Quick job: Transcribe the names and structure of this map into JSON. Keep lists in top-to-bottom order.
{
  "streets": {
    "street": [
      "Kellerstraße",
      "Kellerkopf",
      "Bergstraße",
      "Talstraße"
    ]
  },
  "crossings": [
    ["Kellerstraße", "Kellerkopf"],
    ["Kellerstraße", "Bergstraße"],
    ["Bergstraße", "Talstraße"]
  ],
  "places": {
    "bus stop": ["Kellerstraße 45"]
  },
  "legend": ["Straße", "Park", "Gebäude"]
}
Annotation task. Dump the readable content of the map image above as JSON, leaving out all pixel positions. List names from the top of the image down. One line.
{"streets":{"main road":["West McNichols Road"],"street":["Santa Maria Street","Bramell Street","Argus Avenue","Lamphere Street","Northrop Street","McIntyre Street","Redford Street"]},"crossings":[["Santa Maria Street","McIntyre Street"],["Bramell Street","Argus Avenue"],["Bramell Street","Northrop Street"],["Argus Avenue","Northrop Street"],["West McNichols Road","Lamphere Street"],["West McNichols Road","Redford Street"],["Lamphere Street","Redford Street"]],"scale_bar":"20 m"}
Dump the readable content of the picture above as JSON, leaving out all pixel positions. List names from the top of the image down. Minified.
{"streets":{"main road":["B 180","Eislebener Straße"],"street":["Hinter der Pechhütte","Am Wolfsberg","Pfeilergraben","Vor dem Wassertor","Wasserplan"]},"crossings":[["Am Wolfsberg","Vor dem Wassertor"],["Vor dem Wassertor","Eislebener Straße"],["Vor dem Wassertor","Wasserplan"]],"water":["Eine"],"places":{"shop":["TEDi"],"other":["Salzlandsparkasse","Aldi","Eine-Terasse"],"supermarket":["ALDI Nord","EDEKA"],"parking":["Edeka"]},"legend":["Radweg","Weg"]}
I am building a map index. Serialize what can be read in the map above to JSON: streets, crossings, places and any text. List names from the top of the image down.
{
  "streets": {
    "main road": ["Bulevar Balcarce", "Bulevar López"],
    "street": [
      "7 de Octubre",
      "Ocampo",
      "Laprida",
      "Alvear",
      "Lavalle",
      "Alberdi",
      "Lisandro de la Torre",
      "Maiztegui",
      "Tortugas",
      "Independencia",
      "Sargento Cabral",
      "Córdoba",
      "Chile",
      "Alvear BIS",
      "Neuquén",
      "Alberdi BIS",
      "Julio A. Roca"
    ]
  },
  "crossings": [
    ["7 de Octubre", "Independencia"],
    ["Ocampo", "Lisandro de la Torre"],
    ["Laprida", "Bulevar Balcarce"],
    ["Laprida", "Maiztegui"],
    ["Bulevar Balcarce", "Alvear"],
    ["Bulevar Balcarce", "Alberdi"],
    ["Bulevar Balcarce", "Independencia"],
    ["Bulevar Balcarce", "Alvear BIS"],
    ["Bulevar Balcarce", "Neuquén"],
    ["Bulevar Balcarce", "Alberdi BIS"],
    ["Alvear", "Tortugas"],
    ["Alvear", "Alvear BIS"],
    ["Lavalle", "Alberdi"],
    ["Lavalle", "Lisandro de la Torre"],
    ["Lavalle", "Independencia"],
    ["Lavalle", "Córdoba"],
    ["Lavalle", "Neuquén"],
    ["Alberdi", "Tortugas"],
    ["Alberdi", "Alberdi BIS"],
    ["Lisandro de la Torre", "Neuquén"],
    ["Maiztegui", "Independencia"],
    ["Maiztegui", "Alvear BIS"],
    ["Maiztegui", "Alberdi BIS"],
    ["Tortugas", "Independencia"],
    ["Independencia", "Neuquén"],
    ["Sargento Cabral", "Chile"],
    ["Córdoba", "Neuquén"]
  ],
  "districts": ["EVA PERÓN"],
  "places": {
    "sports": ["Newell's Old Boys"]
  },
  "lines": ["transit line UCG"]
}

Task:
Set down the whole of the material, exactly.

Answer:
Quick job: Transcribe the names and structure of this map into JSON. Keep lists in top-to-bottom order.
{
  "streets": {
    "street": [
      "Kellerstraße",
      "Kellerkopf",
      "Bergstraße",
      "Talstraße"
    ]
  },
  "crossings": [
    ["Kellerstraße", "Kellerkopf"],
    ["Kellerstraße", "Bergstraße"],
    ["Bergstraße", "Talstraße"]
  ],
  "places": {
    "bus stop": ["Kellerstraße 45"]
  },
  "legend": ["Straße", "Park", "Gebäude"]
}
Annotation task. Dump the readable content of the map image above as JSON, leaving out all pixel positions. List names from the top of the image down. One line.
{"streets":{"main road":["West McNichols Road"],"street":["Santa Maria Street","Bramell Street","Argus Avenue","Lamphere Street","Northrop Street","McIntyre Street","Redford Street"]},"crossings":[["Santa Maria Street","McIntyre Street"],["Bramell Street","Argus Avenue"],["Bramell Street","Northrop Street"],["Argus Avenue","Northrop Street"],["West McNichols Road","Lamphere Street"],["West McNichols Road","Redford Street"],["Lamphere Street","Redford Street"]],"scale_bar":"20 m"}
Dump the readable content of the picture above as JSON, leaving out all pixel positions. List names from the top of the image down. Minified.
{"streets":{"main road":["B 180","Eislebener Straße"],"street":["Hinter der Pechhütte","Am Wolfsberg","Pfeilergraben","Vor dem Wassertor","Wasserplan"]},"crossings":[["Am Wolfsberg","Vor dem Wassertor"],["Vor dem Wassertor","Eislebener Straße"],["Vor dem Wassertor","Wasserplan"]],"water":["Eine"],"places":{"shop":["TEDi"],"other":["Salzlandsparkasse","Aldi","Eine-Terasse"],"supermarket":["ALDI Nord","EDEKA"],"parking":["Edeka"]},"legend":["Radweg","Weg"]}
I am building a map index. Serialize what can be read in the map above to JSON: streets, crossings, places and any text. List names from the top of the image down.
{
  "streets": {
    "main road": ["Bulevar Balcarce", "Bulevar López"],
    "street": [
      "7 de Octubre",
      "Ocampo",
      "Laprida",
      "Alvear",
      "Lavalle",
      "Alberdi",
      "Lisandro de la Torre",
      "Maiztegui",
      "Tortugas",
      "Independencia",
      "Sargento Cabral",
      "Córdoba",
      "Chile",
      "Alvear BIS",
      "Neuquén",
      "Alberdi BIS",
      "Julio A. Roca"
    ]
  },
  "crossings": [
    ["7 de Octubre", "Independencia"],
    ["Ocampo", "Lisandro de la Torre"],
    ["Laprida", "Bulevar Balcarce"],
    ["Laprida", "Maiztegui"],
    ["Bulevar Balcarce", "Alvear"],
    ["Bulevar Balcarce", "Alberdi"],
    ["Bulevar Balcarce", "Independencia"],
    ["Bulevar Balcarce", "Alvear BIS"],
    ["Bulevar Balcarce", "Neuquén"],
    ["Bulevar Balcarce", "Alberdi BIS"],
    ["Alvear", "Tortugas"],
    ["Alvear", "Alvear BIS"],
    ["Lavalle", "Alberdi"],
    ["Lavalle", "Lisandro de la Torre"],
    ["Lavalle", "Independencia"],
    ["Lavalle", "Córdoba"],
    ["Lavalle", "Neuquén"],
    ["Alberdi", "Tortugas"],
    ["Alberdi", "Alberdi BIS"],
    ["Lisandro de la Torre", "Neuquén"],
    ["Maiztegui", "Independencia"],
    ["Maiztegui", "Alvear BIS"],
    ["Maiztegui", "Alberdi BIS"],
    ["Tortugas", "Independencia"],
    ["Independencia", "Neuquén"],
    ["Sargento Cabral", "Chile"],
    ["Córdoba", "Neuquén"]
  ],
  "districts": ["EVA PERÓN"],
  "places": {
    "sports": ["Newell's Old Boys"]
  },
  "lines": ["transit line UCG"]
}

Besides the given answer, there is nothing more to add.